Exception in _schedule_dag_run() due to misconfigured task instance can completely crash scheduling loop #47042

karenbraganz · 2025-02-24T22:00:19Z

karenbraganz
Feb 24, 2025
Collaborator

One of Astronomer's customers experienced an issue wherein the scheduling loop crashed due to the way a single task was configured. This had an impact on all running DAGs since the scheduler was crashing and could not complete its normal functions.
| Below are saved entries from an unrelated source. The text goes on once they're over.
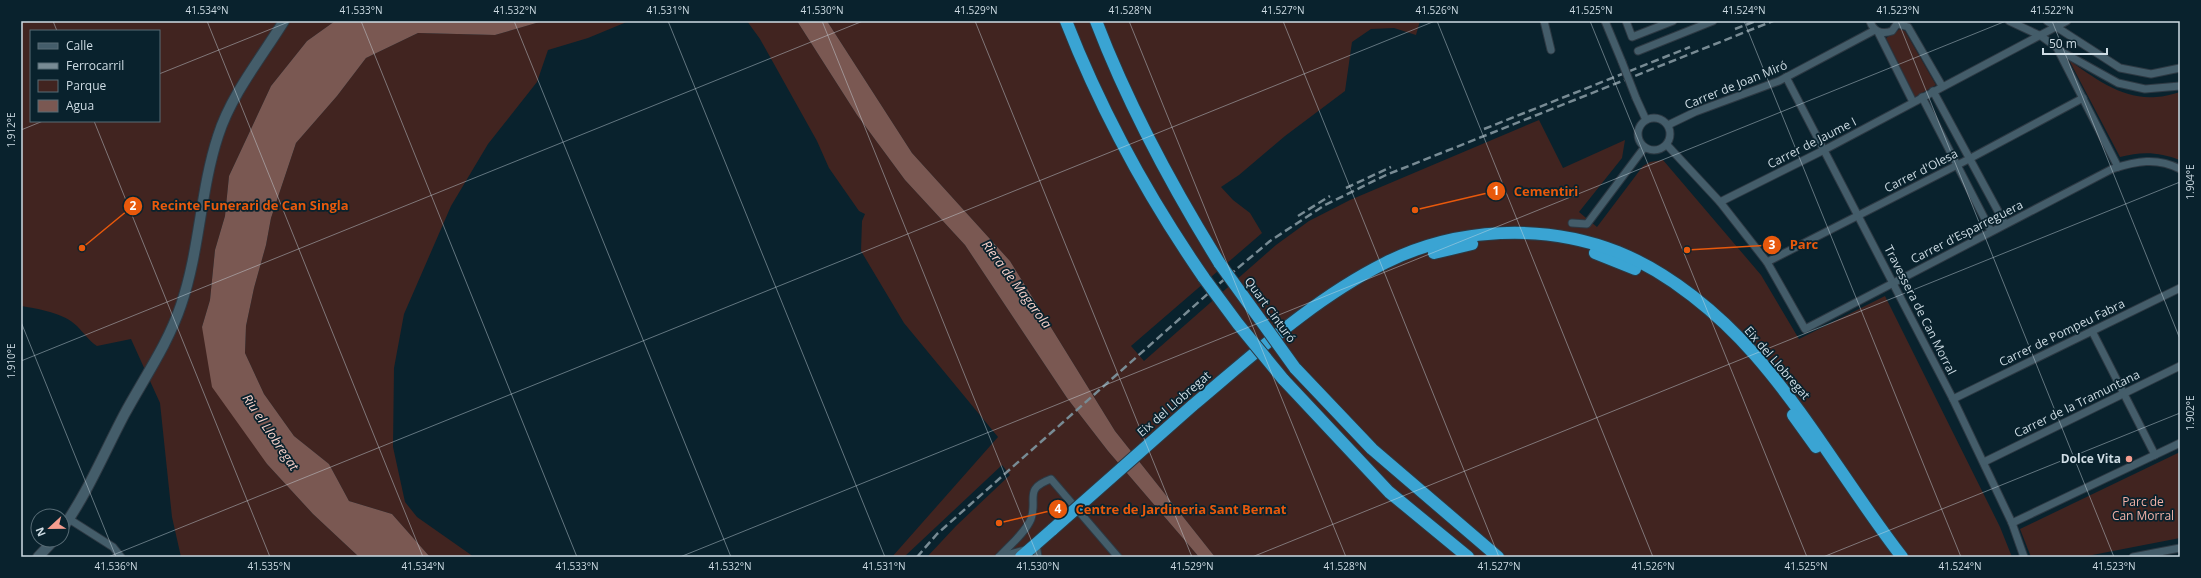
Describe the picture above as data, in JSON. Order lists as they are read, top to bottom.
{
  "streets": {
    "highway": ["Quart Cinturó", "Eix del Llobregat"],
    "street": [
      "Carrer de Joan Miró",
      "Carrer de Jaume I",
      "Carrer d'Olesa",
      "Carrer d'Esparreguera",
      "Travessera de Can Morral",
      "Carrer de Pompeu Fabra",
      "Carrer de la Tramuntana"
    ]
  },
  "crossings": [
    ["Carrer de Joan Miró", "Travessera de Can Morral"],
    ["Carrer de Jaume I", "Travessera de Can Morral"],
    ["Carrer d'Olesa", "Carrer d'Esparreguera"],
    ["Carrer d'Olesa", "Travessera de Can Morral"],
    ["Carrer d'Esparreguera", "Travessera de Can Morral"],
    ["Travessera de Can Morral", "Carrer de Pompeu Fabra"],
    ["Travessera de Can Morral", "Carrer de la Tramuntana"]
  ],
  "water": ["Riera de Magarola", "Riu el Llobregat"],
  "parks": ["Parc de Can Morral"],
  "places": [
    "Cementiri",
    "Recinte Funerari de Can Singla",
    "Parc",
    "Dolce Vita",
    "Centre de Jardineria Sant Bernat"
  ],
  "legend": [
    "Calle",
    "Ferrocarril",
    "Parque",
    "Agua"
  ],
  "scale_bar": "50 m",
  "north": "left",
  "coordinates": [
    "41.534°N",
    "41.533°N",
    "41.532°N",
    "41.531°N",
    "41.530°N",
    "41.529°N",
    "41.528°N",
    "41.527°N",
    "41.526°N",
    "41.525°N",
    "41.524°N",
    "41.523°N",
    "41.522°N",
    "1.912°E",
    "1.904°E",
    "1.910°E",
    "1.902°E",
    "41.536°N",
    "41.535°N"
  ]
}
A misconfigured DAG or task instance should not be able to break the scheduling loop and impact other DAGs. Instead, such exceptions should be caught allowing the scheduling loop to continue for other DAGs.

I have not been able to reproduce the issue yet but am starting a discussion to document the details of this issue and discuss this with the Airflow community.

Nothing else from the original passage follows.